An MRMC comparative effectiveness study was not conducted. This document describes the reprocessing of a surgical instrument, not an AI-assisted diagnostic or therapeutic device that would involve human reader performance.

6. If a standalone (i.e. algorithm only without human-in-the loop performance) was done

This is not applicable to the device described. The device is a reprocessed surgical instrument, not an algorithm.

7. The type of ground truth used (expert consensus, pathology, outcomes data, etc)
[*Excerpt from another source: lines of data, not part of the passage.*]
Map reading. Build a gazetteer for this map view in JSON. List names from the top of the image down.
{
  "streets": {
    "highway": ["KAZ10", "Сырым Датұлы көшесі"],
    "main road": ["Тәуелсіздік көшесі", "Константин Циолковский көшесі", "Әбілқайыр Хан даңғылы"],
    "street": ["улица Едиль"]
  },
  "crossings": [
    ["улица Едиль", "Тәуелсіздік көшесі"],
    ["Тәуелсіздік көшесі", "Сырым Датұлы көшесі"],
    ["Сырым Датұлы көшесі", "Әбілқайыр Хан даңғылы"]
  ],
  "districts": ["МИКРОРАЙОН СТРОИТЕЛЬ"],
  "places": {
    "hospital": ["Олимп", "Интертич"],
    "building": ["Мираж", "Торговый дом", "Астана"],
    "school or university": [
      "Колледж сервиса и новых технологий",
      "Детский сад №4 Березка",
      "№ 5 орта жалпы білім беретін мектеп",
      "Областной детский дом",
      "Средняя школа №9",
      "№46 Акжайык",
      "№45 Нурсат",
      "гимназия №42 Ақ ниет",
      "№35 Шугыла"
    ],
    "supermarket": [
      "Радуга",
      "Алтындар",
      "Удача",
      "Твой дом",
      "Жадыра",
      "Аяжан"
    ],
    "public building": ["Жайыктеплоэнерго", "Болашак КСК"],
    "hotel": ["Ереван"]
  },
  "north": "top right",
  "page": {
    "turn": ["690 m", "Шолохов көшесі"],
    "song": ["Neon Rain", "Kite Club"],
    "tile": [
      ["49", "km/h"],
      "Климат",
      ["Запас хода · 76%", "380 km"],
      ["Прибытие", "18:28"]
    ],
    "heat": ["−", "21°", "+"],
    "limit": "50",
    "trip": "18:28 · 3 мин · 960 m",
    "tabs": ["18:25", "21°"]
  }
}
For the "Function test(s)," the ground truth would likely be the original design specifications and performance characteristics of the predicate device. For "Biocompatibility," "Validation of reprocessing," "Sterilization Validation," and "Packaging Validation," the ground truth is established by adherence to recognized standards and protocols for reprocessing, sterilization, and packaging of medical devices. No clinical outcomes data or pathology is mentioned for establishing ground truth in this context.

8. The sample size for the training set

This is not applicable as the device is a reprocessed physical instrument, not an AI model.

9. How the ground truth for the training set was established

This is not applicable as the device is a reprocessed physical instrument, not an AI model.

Summary of the Study:

The study described is a series of bench and laboratory tests designed to demonstrate that the Reprocessed Ultrasonic Curved Shears with torque wrench and grip assist performs as originally intended by the manufacturer of the predicate device (Harmonic Focus Curved Shears and Torque Wrench, K063192). The core of the argument for substantial equivalence relies on:

• Identical Design and Materials: The reprocessed device is stated to have identical design, materials, intended use, mechanism of action, mechanical design, size, and materials as the predicate device.
• Reprocessing Validation: Ascent Healthcare Solutions' reprocessing procedure includes removal of soil, decontamination, and individual functional testing of each reprocessed unit.
• Performance Testing Categories: The testing covered Biocompatibility, Validation of reprocessing, Sterilization Validation, Function test(s), and Packaging Validation.

The conclusion is that these tests demonstrate safety, effectiveness, and substantial equivalence to the predicate device. The document does not provide the granular details of the specific acceptance criteria (e.g., a specific force requirement for a function test) or the quantitative results of these tests, but rather states that performance was "demonstrated."